For the Lord disciplines the one he loves, and chastises every son whom he
receives.’
“It
is for discipline that you have to endure. God is treating you as sons. For
what son is there whom his father does not discipline? If you are left without
discipline, in which all have participated, then you are illegitimate children
and not sons. Besides this, we have had earthly fathers who disciplined us and
we respected them. Shall we not much more be subject to the Father of spirits
and live? For they disciplined us for a short time as it seemed best to them,
but he disciplines us for our good, that we may share his holiness. For the
moment all discipline seems painful rather than pleasant, but later it yields
the peaceful fruit of righteousness to those who have been trained by it”
(Hebrews 12:5-11, ESV).
The
question becomes, do we receive the discipline and grow from it – become the
men and women that God wants us to be – or do we become angry and worsen under
the Hand of God?
Jerusalem
worsens.
“So
he poured on him the heat of his anger and the might of battle; it set him on
fire all around, but he did not understand; it burned him up, but he did not
take it to heart.”
God
says He poured out His Wrath on Jerusalem and disciplined her in war and
actually set her on fire, but she still wouldn’t listen. She wouldn’t repent. She wouldn’t take the discipline to heart.
What
is the point of discipline?
Restoration. If there is no
restoration after discipline taken to heart, all you have is abuse. Discipline is given by One Who wants us to
return – to become conformed to the Image of His Son.
That
doesn’t make it easy or enjoyable – the author of Hebrews has already said
that.
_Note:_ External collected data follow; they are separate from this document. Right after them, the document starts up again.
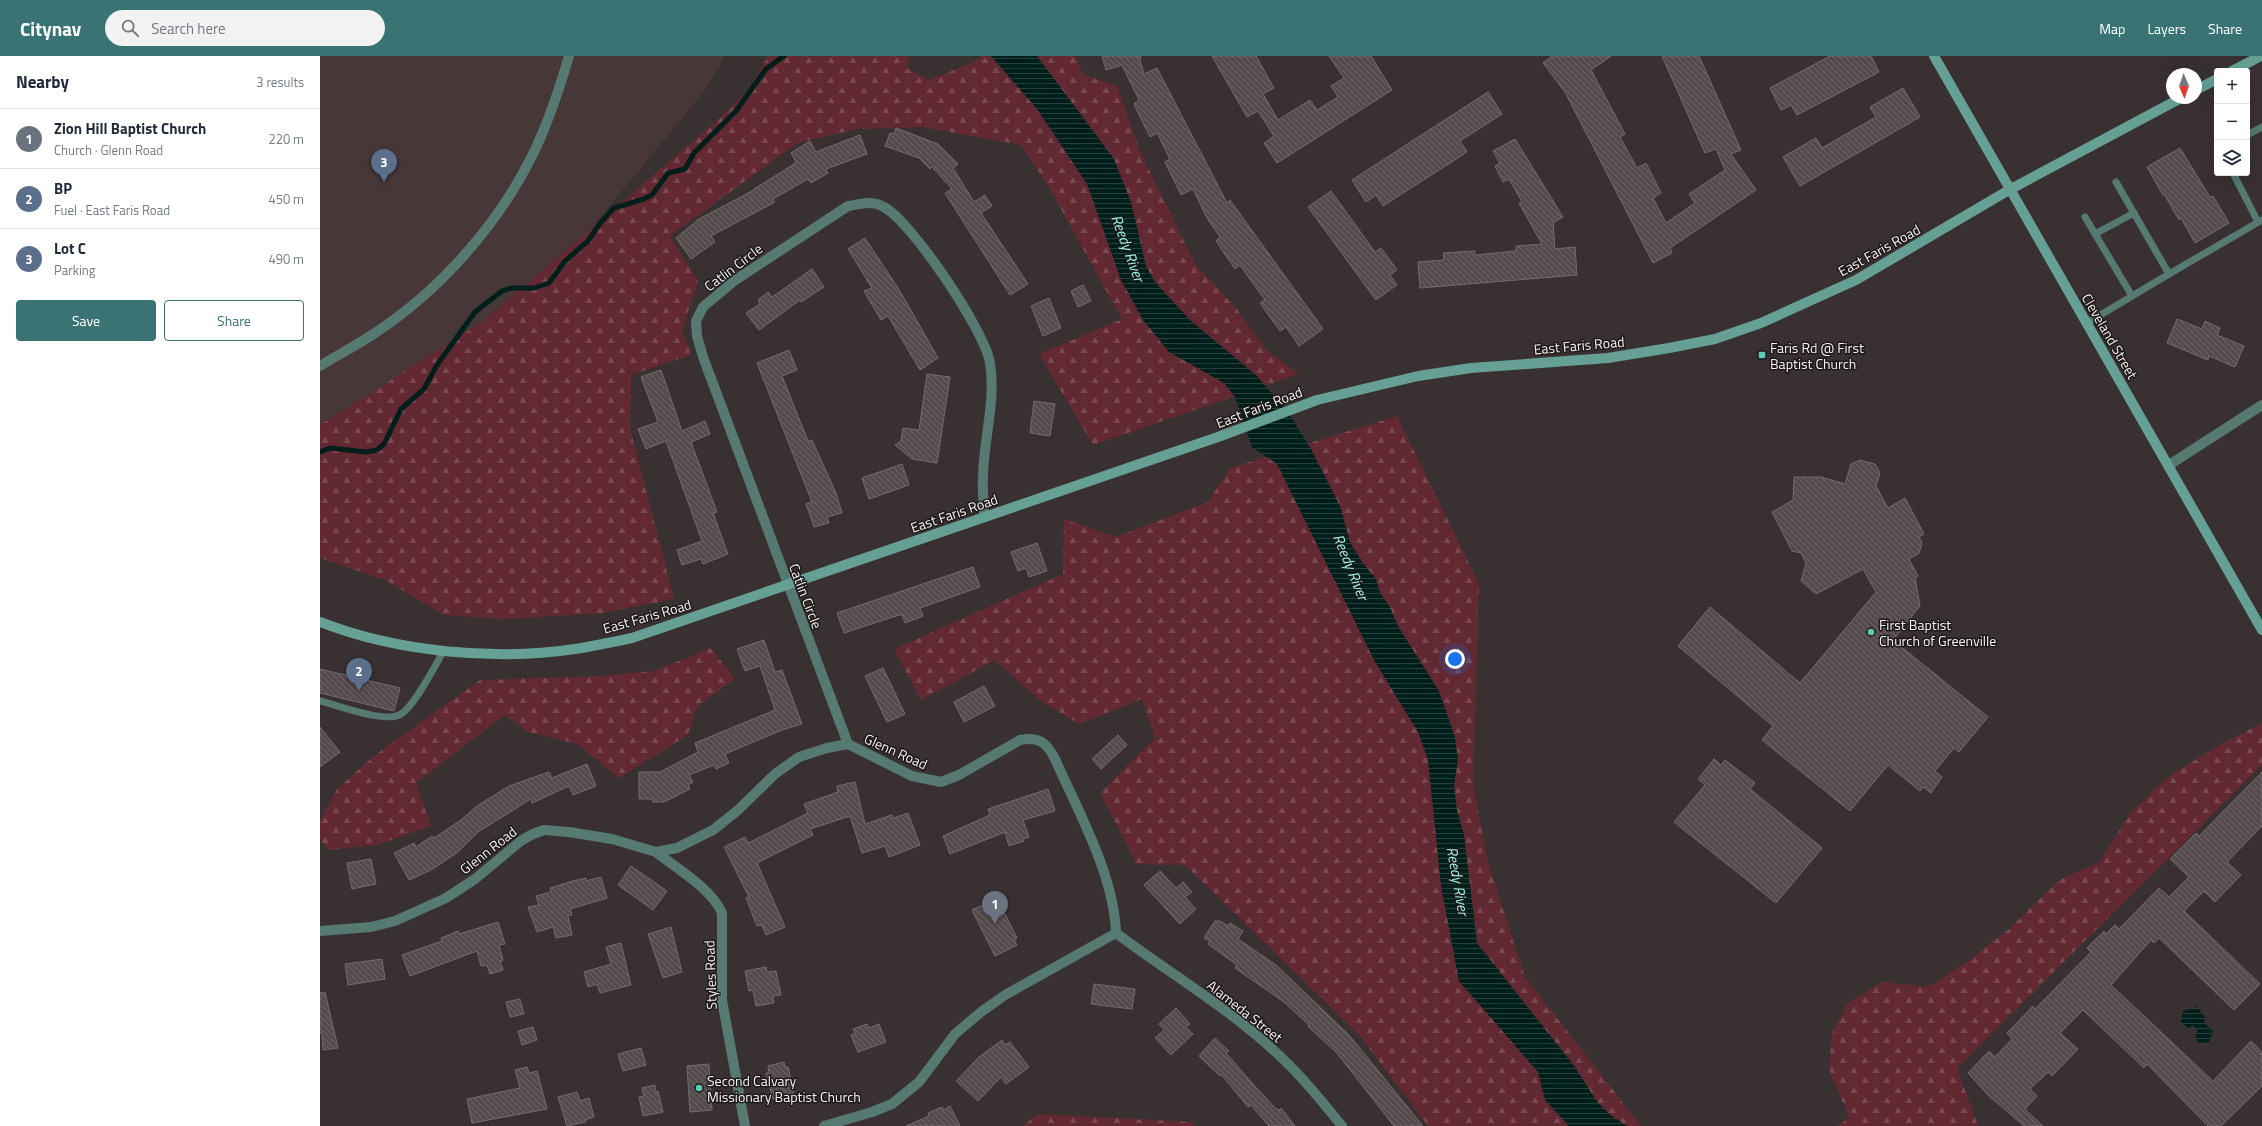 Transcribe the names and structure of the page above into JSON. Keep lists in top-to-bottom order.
{
  "streets": {
    "main road": ["East Faris Road", "Cleveland Street"],
    "street": [
      "Catlin Circle",
      "Glenn Road",
      "Styles Road",
      "Alameda Street"
    ]
  },
  "crossings": [
    ["East Faris Road", "Catlin Circle"],
    ["East Faris Road", "Cleveland Street"],
    ["Catlin Circle", "Glenn Road"],
    ["Glenn Road", "Styles Road"],
    ["Glenn Road", "Alameda Street"]
  ],
  "water": ["Reedy River"],
  "places": {
    "transit": ["Faris Rd @ First Baptist Church"],
    "other": ["First Baptist Church of Greenville", "Second Calvary Missionary Baptist Church"]
  },
  "north": "bottom",
  "page": {
    "header": "Citynav",
    "search": "Search here",
    "nav": ["Map", "Layers", "Share"],
    "heading": ["Nearby", "3 results"],
    "map_buttons": ["+", "−"],
    "list": [
      {
        "mark": "1",
        "name": "Zion Hill Baptist Church",
        "note": "Church · Glenn Road",
        "value": "220 m"
      },
      {
        "mark": "2",
        "name": "BP",
        "note": "Fuel · East Faris Road",
        "value": "450 m"
      },
      {
        "mark": "3",
        "name": "Lot C",
        "note": "Parking",
        "value": "490 m"
      }
    ],
    "pins": ["3", "2", "1"],
    "buttons": ["Save", "Share"]
  }
}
But once you are spanked or given
your time-out, you should return more obedient and to the arms of those who
love you.
This
is the judgment that hangs over the whole world – God has given His Law for us
to love and to see Jesus in and to obey – and if we do not, He disciplines us
in whatever way He deems best. And if we
do not respond by being repentant and striving to better follow God –
ultimately, if we shake our fist at God and say that Jesus is not the Savior,
He will give us over to the fire for all of eternity.
So,
let us remember that God disciplines His people because He loves us and wants
us to be restored and to progress in the holiness we are called to.
When
we suffer, let us turn to the One Who is Sovereign over all and seek His face
for wisdom and endurance and for growth.
Let
us not resent our discipline but be thankful when we are restored and become
more the man or woman God has called us to be.
Let
us pray:
Almighty
God, as we look at our text this morning, we find two things that we do not
naturally believe: Your Law is good and
beautiful, and Your discipline is good and for our restoration and growth. Help us to learn and to obey all that You
have said and help us to respond rightly when You Fatherly Hand disciplines
us. Help us to have hope and joy by
knowing that You are Sovereign over all of history – even our very lives –
nothing escapes You, and nothing is out of Your control. In Jesus’ Name, Amen.